On the other hand, Pew reports that white evangelical voters (but not all evangelical leaders) are more enthusiastic about Mr. Trump than they were about Mr. Romney. He leads 78 percent to 17 percent despite his difficulty expressing his faith, his past support of abortion and his three marriages.
The Republican Party has been the home of the religious right, but Mr. Trump is the most secular nominee in memory. The strong anti-abortion, traditional marriage and religious freedom positions in the party’s platform were missing in his acceptance speech, at the Republican national convention and at his rallies. The Democratic Party position on abortion is increasingly extreme, with the platform now calling for taxpayer funding for elective abortions. The cultural and secular left are dominant Democratic powers, but when the Rev. William Barber and some families of those killed in gun violence raised their voices, the Democratic convention had moments of powerful preaching, prayer and faith-filled witness. It has been an odd summer for religion and politics.

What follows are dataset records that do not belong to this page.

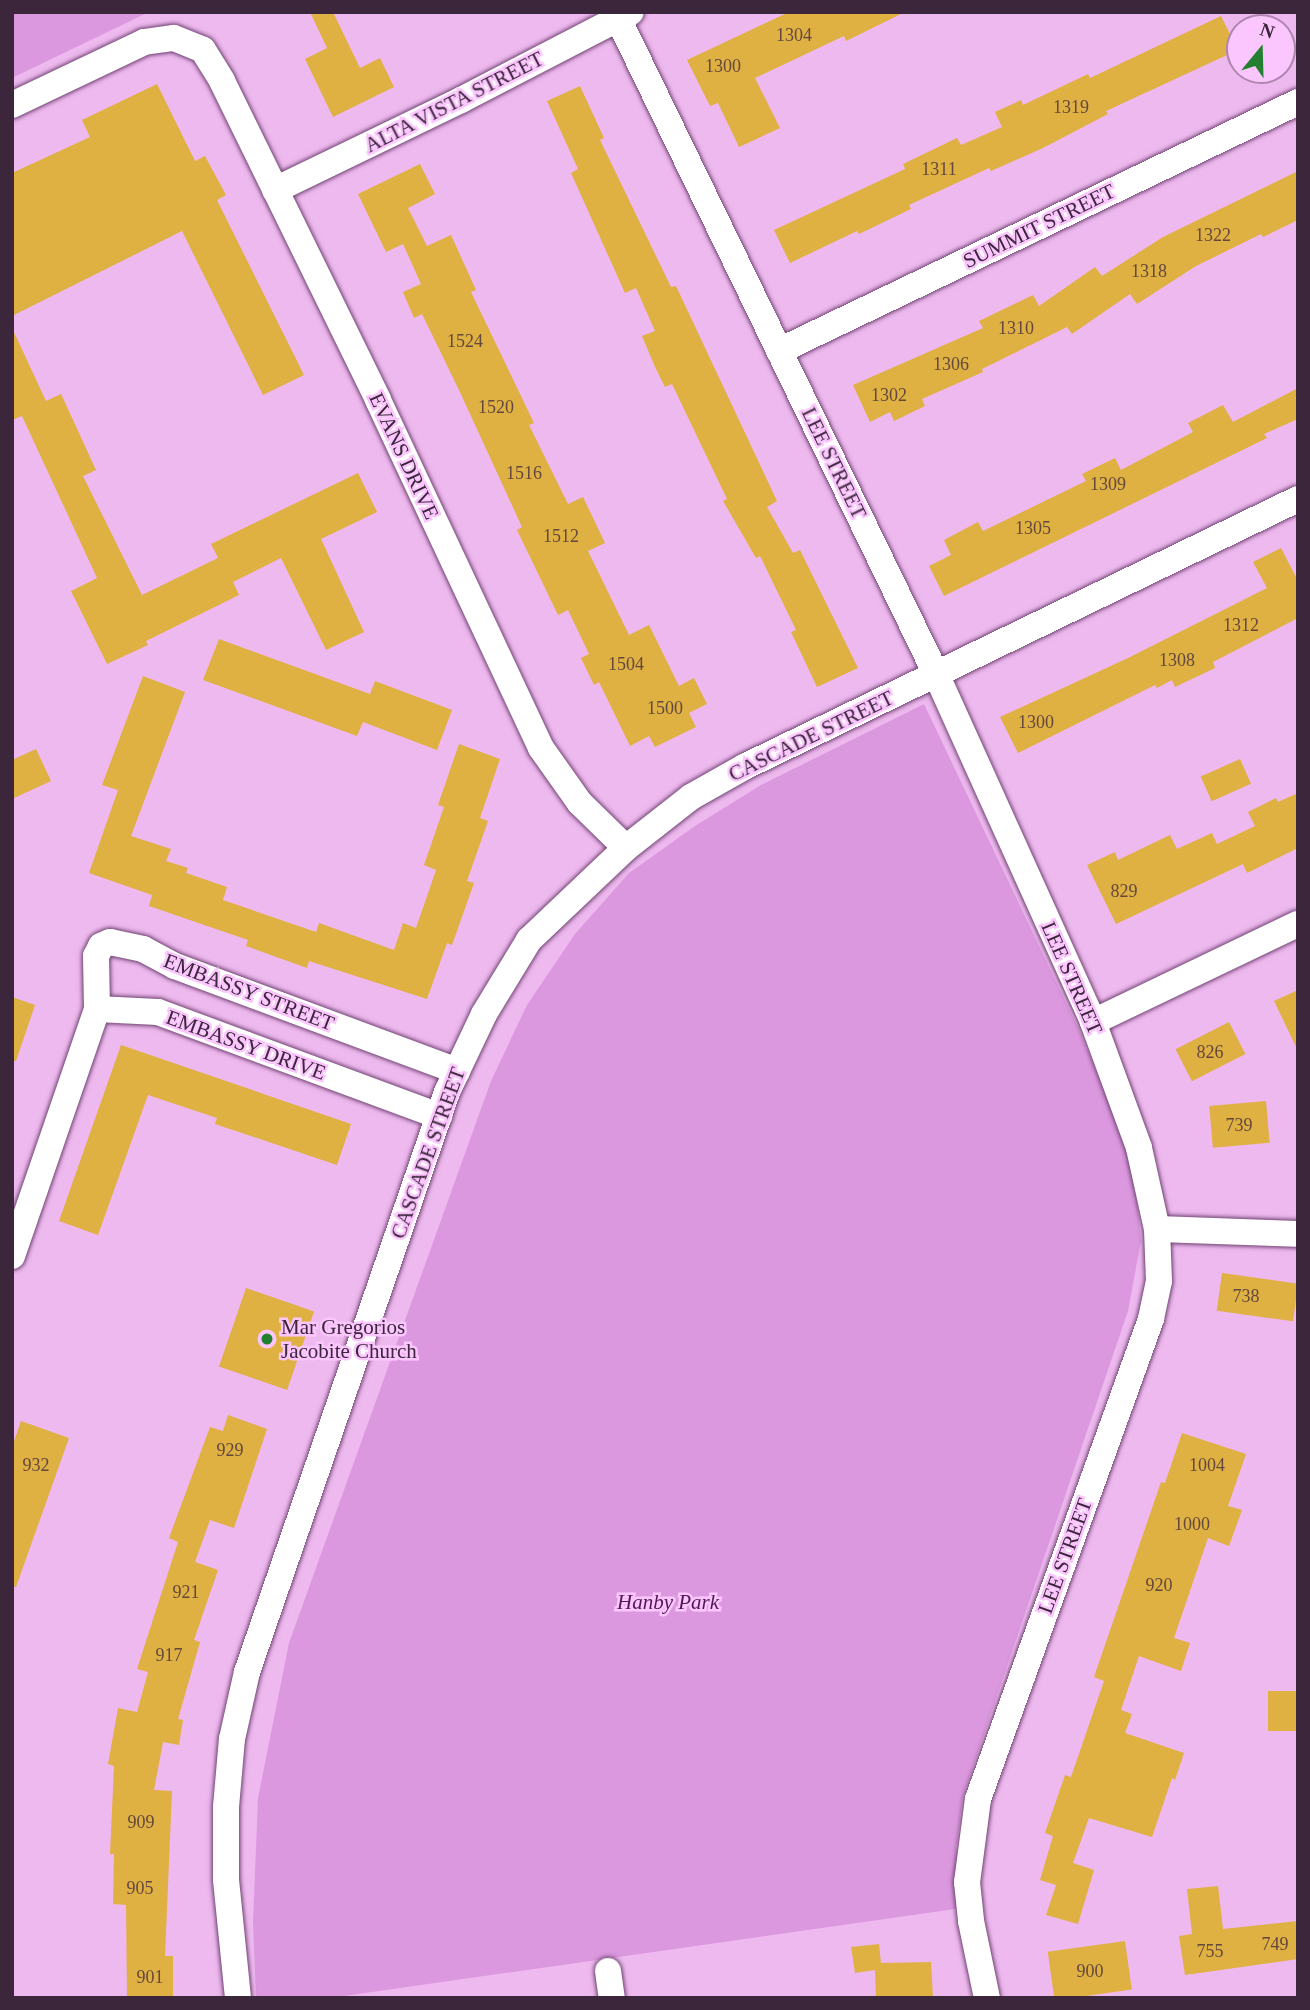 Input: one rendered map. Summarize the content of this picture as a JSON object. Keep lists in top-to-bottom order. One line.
{"streets":{"street":["ALTA VISTA STREET","SUMMIT STREET","EVANS DRIVE","LEE STREET","CASCADE STREET","EMBASSY STREET","EMBASSY DRIVE"]},"crossings":[["ALTA VISTA STREET","EVANS DRIVE"],["ALTA VISTA STREET","LEE STREET"],["SUMMIT STREET","LEE STREET"],["EVANS DRIVE","CASCADE STREET"],["LEE STREET","CASCADE STREET"],["CASCADE STREET","EMBASSY STREET"],["CASCADE STREET","EMBASSY DRIVE"],["EMBASSY STREET","EMBASSY DRIVE"]],"parks":["Hanby Park"],"places":["Mar Gregorios Jacobite Church"],"house_numbers":["1304","1300","1319","1311","1322","1318","1310","1524","1306","1302","1520","1516","1309","1305","1512","1312","1308","1504","1500","1300","829","826","739","738","929","932","1004","1000","920","921","917","909","905","749","755","900","901"],"north":"top"} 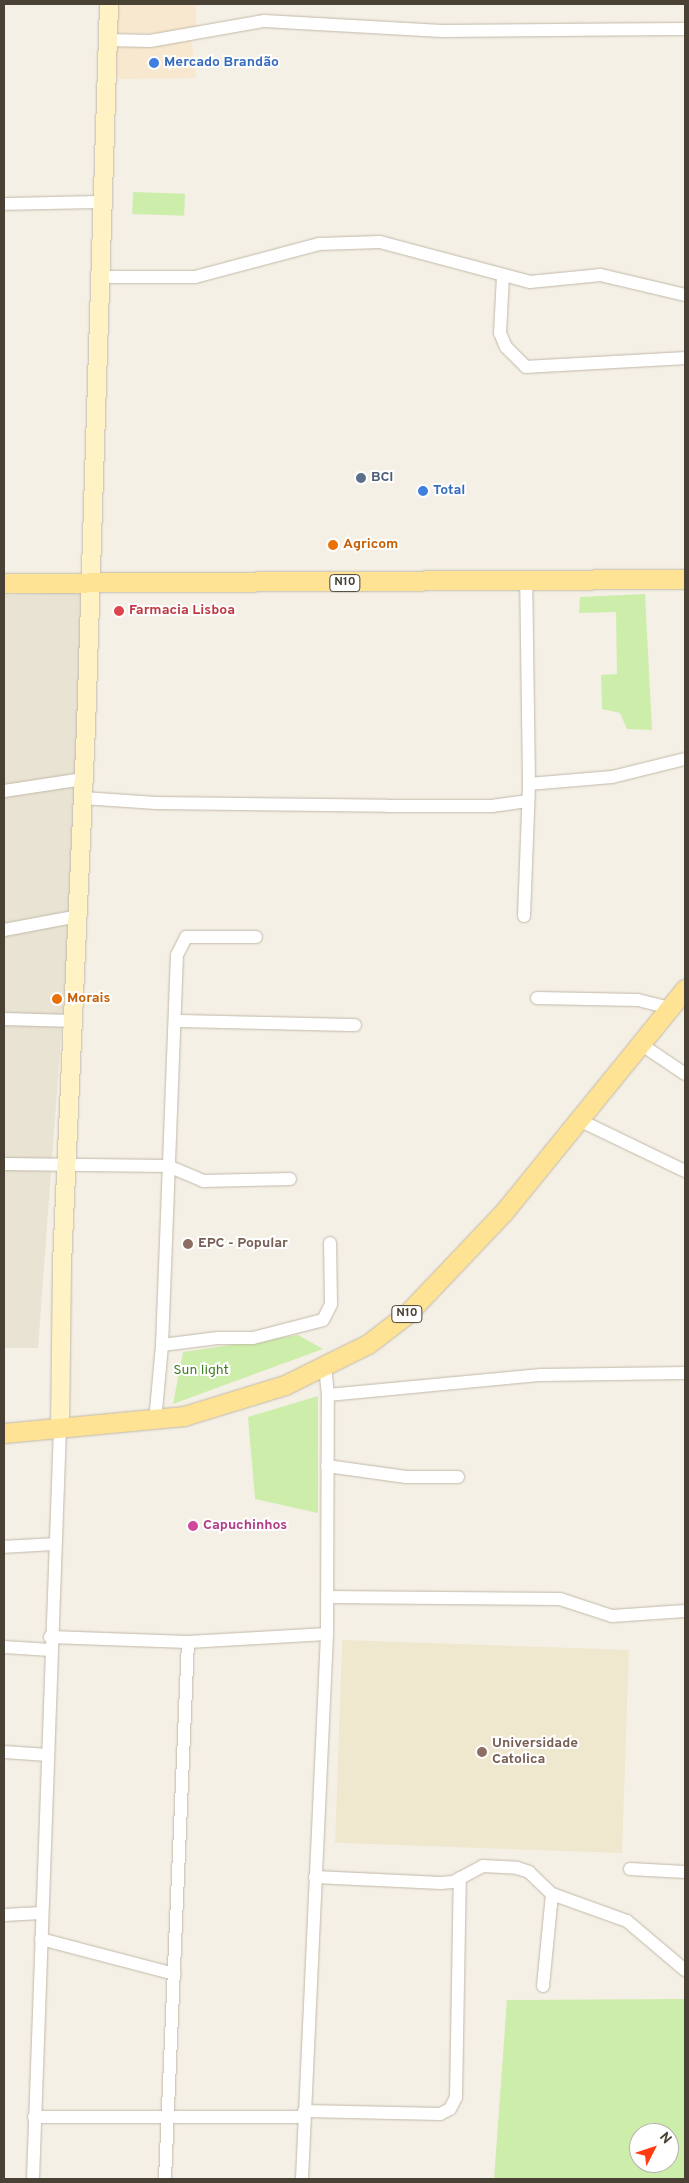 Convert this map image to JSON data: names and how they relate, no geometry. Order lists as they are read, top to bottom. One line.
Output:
{"streets":{"main road":["N10"]},"parks":["Sun light"],"places":["Mercado Brandão","BCI","Total","Agricom","Farmacia Lisboa","Morais","EPC - Popular","Capuchinhos","Universidade Catolica"],"north":"top right"} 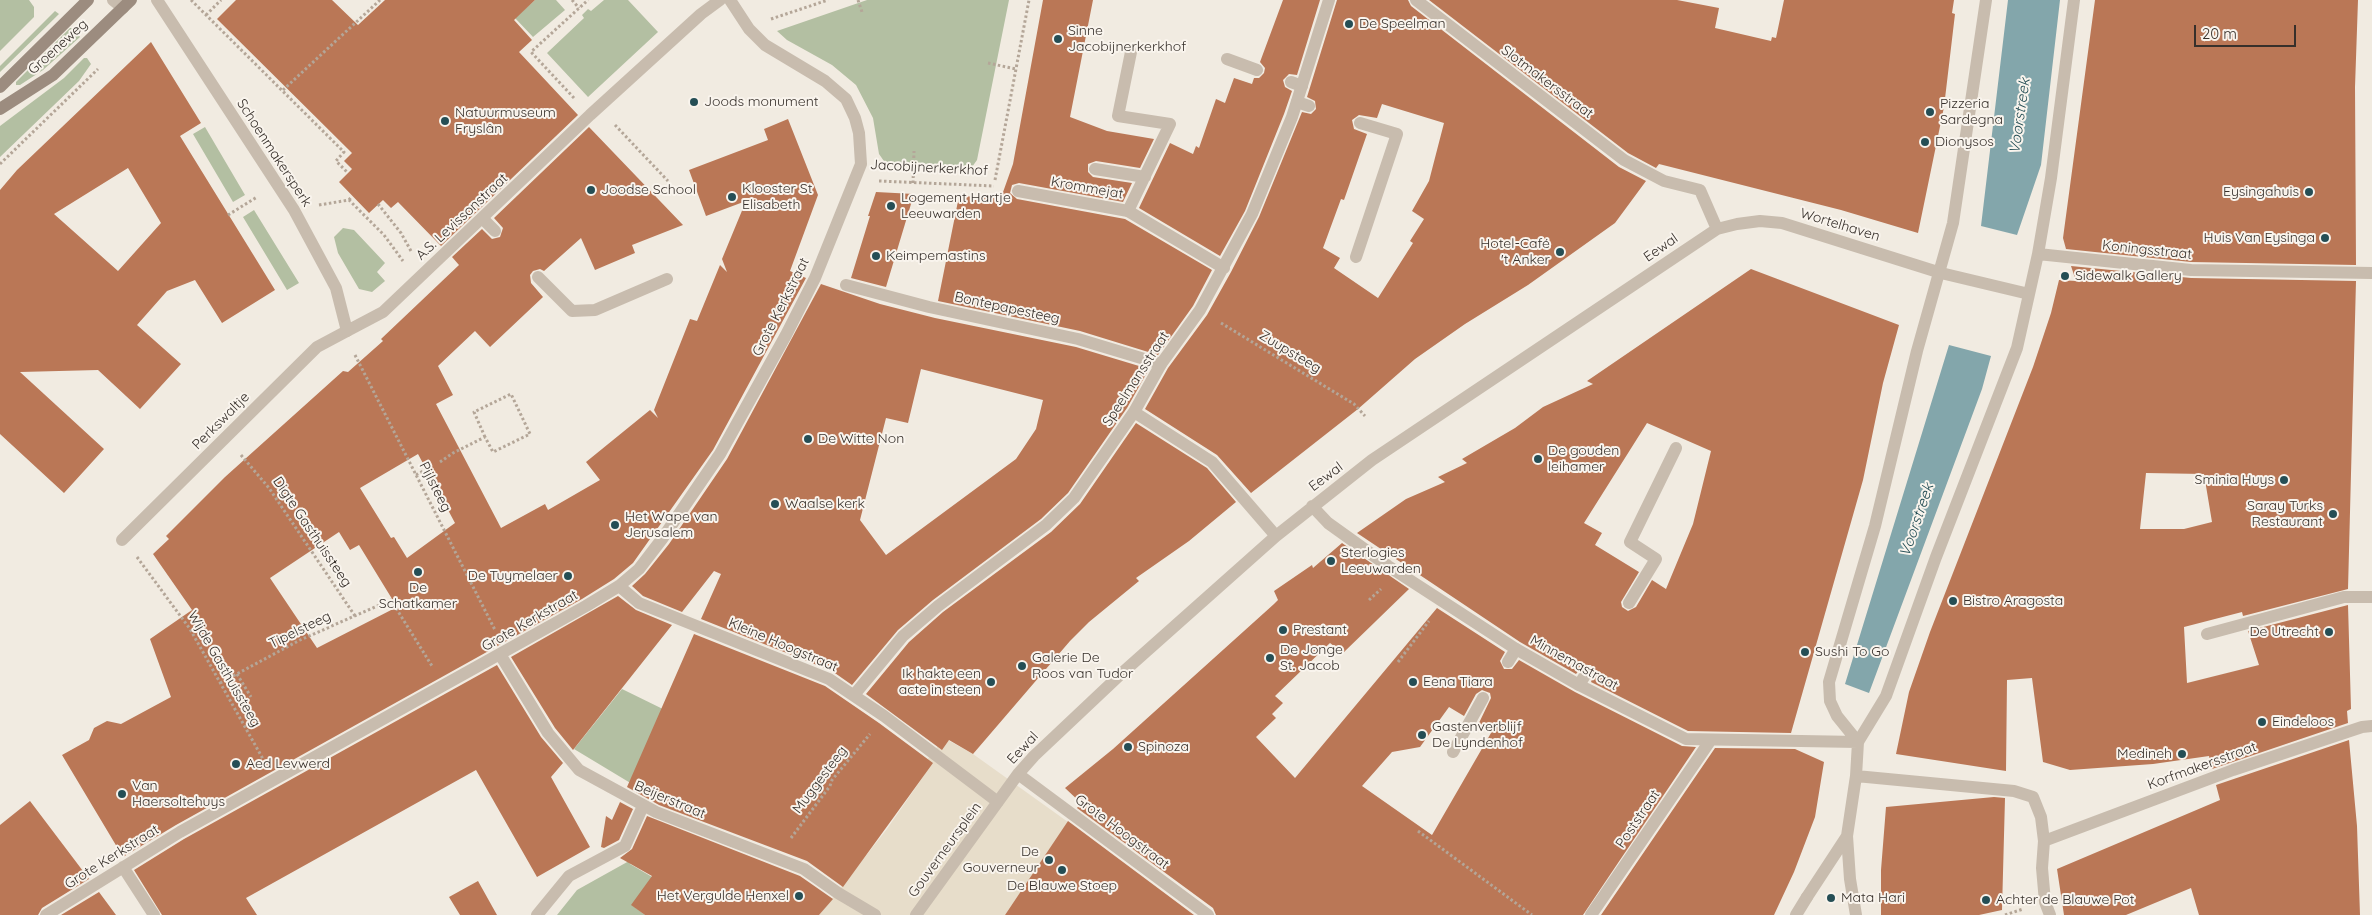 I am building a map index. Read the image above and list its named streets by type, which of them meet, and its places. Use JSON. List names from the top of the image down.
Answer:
{
  "streets": {
    "main road": ["Groeneweg"],
    "street": [
      "Slotmakersstraat",
      "Schoenmakersperk",
      "Jacobijnerkerkhof",
      "Krommejat",
      "A.S. Levissonstraat",
      "Wortelhaven",
      "Eewal",
      "Koningsstraat",
      "Grote Kerkstraat",
      "Bontepapesteeg",
      "Speelmansstraat",
      "Perkswaltje",
      "Kleine Hoogstraat",
      "Minnemastraat",
      "Korfmakersstraat",
      "Beijerstraat",
      "Poststraat",
      "Grote Hoogstraat",
      "Gouverneursplein"
    ],
    "path": [
      "Zuupsteeg",
      "Pijlsteeg",
      "Digte Gasthuissteeg",
      "Tipelsteeg",
      "Wijde Gasthuissteeg",
      "Muggesteeg"
    ]
  },
  "crossings": [
    ["Slotmakersstraat", "Wortelhaven"],
    ["Slotmakersstraat", "Eewal"],
    ["Schoenmakersperk", "A.S. Levissonstraat"],
    ["Schoenmakersperk", "Perkswaltje"],
    ["Schoenmakersperk", "Pijlsteeg"],
    ["Jacobijnerkerkhof", "Grote Kerkstraat"],
    ["Krommejat", "Speelmansstraat"],
    ["A.S. Levissonstraat", "Perkswaltje"],
    ["A.S. Levissonstraat", "Pijlsteeg"],
    ["Wortelhaven", "Eewal"],
    ["Eewal", "Kleine Hoogstraat"],
    ["Eewal", "Minnemastraat"],
    ["Eewal", "Grote Hoogstraat"],
    ["Eewal", "Gouverneursplein"],
    ["Grote Kerkstraat", "Pijlsteeg"],
    ["Grote Kerkstraat", "Kleine Hoogstraat"],
    ["Grote Kerkstraat", "Beijerstraat"],
    ["Bontepapesteeg", "Speelmansstraat"],
    ["Zuupsteeg", "Speelmansstraat"],
    ["Speelmansstraat", "Kleine Hoogstraat"],
    ["Perkswaltje", "Pijlsteeg"],
    ["Perkswaltje", "Wijde Gasthuissteeg"],
    ["Pijlsteeg", "Beijerstraat"],
    ["Digte Gasthuissteeg", "Tipelsteeg"],
    ["Tipelsteeg", "Wijde Gasthuissteeg"],
    ["Kleine Hoogstraat", "Muggesteeg"],
    ["Kleine Hoogstraat", "Gouverneursplein"],
    ["Minnemastraat", "Poststraat"],
    ["Muggesteeg", "Beijerstraat"]
  ],
  "water": ["Voorstreek"],
  "places": [
    "De Speelman",
    "Sinne Jacobijnerkerkhof",
    "Joods monument",
    "Pizzeria Sardegna",
    "Natuurmuseum Fryslân",
    "Dionysos",
    "Joodse School",
    "Eysingahuis",
    "Klooster St Elisabeth",
    "Logement Hartje Leeuwarden",
    "Huis Van Eysinga",
    "Hotel-Café 't Anker",
    "Keimpemastins",
    "Sidewalk Gallery",
    "De Witte Non",
    "De gouden leihamer",
    "Sminia Huys",
    "Waalse kerk",
    "Saray Turks Restaurant",
    "Het Wape van Jerusalem",
    "Sterlogies Leeuwarden",
    "De Schatkamer",
    "De Tuymelaer",
    "Bistro Aragosta",
    "Prestant",
    "De Utrecht",
    "Sushi To Go",
    "De Jonge St. Jacob",
    "Galerie De Roos van Tudor",
    "Ik hakte een acte in steen",
    "Eena Tiara",
    "Eindeloos",
    "Gastenverblijf De Lyndenhof",
    "Spinoza",
    "Medineh",
    "Aed Levwerd",
    "Van Haersoltehuys",
    "De Gouverneur",
    "De Blauwe Stoep",
    "Het Vergulde Henxel",
    "Mata Hari",
    "Achter de Blauwe Pot"
  ],
  "scale_bar": "20 m"
}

Both vice-presidential nominees come from Catholic families, but have differing relationships to the church and its teachings. Mike Pence says he is “a Christian, a conservative and a Republican in that order.” What he is not anymore is a Catholic. As an evangelical, he consistently opposes abortion but publicly resisted Catholic efforts to welcome Syrian refugees in Indiana. Tim Kaine worships at his mostly African-American Catholic parish and says he learned “the values of faith, family and work” in his service with Jesuits in Honduras. Mr. Kaine says his faith shapes his work on economic and social justice. He also says he is “personally opposed” to abortion, but has a 100-percent rating from the abortion lobby. These two leaders express the complexity and contradictions of Catholic witness in public life.
I learned at an early age that Catholics express their faith in differing ways and parties...and that is true this year as well. I am a product of a mixed marriage. Both my late parents were Minnesota Catholics, but my mother and her family were active Republicans. My dad and his family were diehard Democrats. My mom started a pro-life pregnancy center and would be a Paul Ryan Republican. My dad was a populist who would have “felt the Bern.” Neither would have adopted the unfortunate “I’m with Her” Clinton slogan. But this year my mother would have been appalled by Mr. Trump’s attacks on a Gold Star mother, refugees, John McCain and a reporter with disabilities. She would be unconvinced of his recent pro-life conversion. My dad would have opposed the extreme abortion policies in his party’s platform and Mrs. Clinton’s ties to Wall Street and her vote for the Iraq war. But I believe both of them—for very different reasons—would have been among the majority of church-going Catholics in the Pew survey who reject Donald Trump. They also would have reminded us to pray for our country at this time of testing on who we are, what we believe and what we will become as a nation.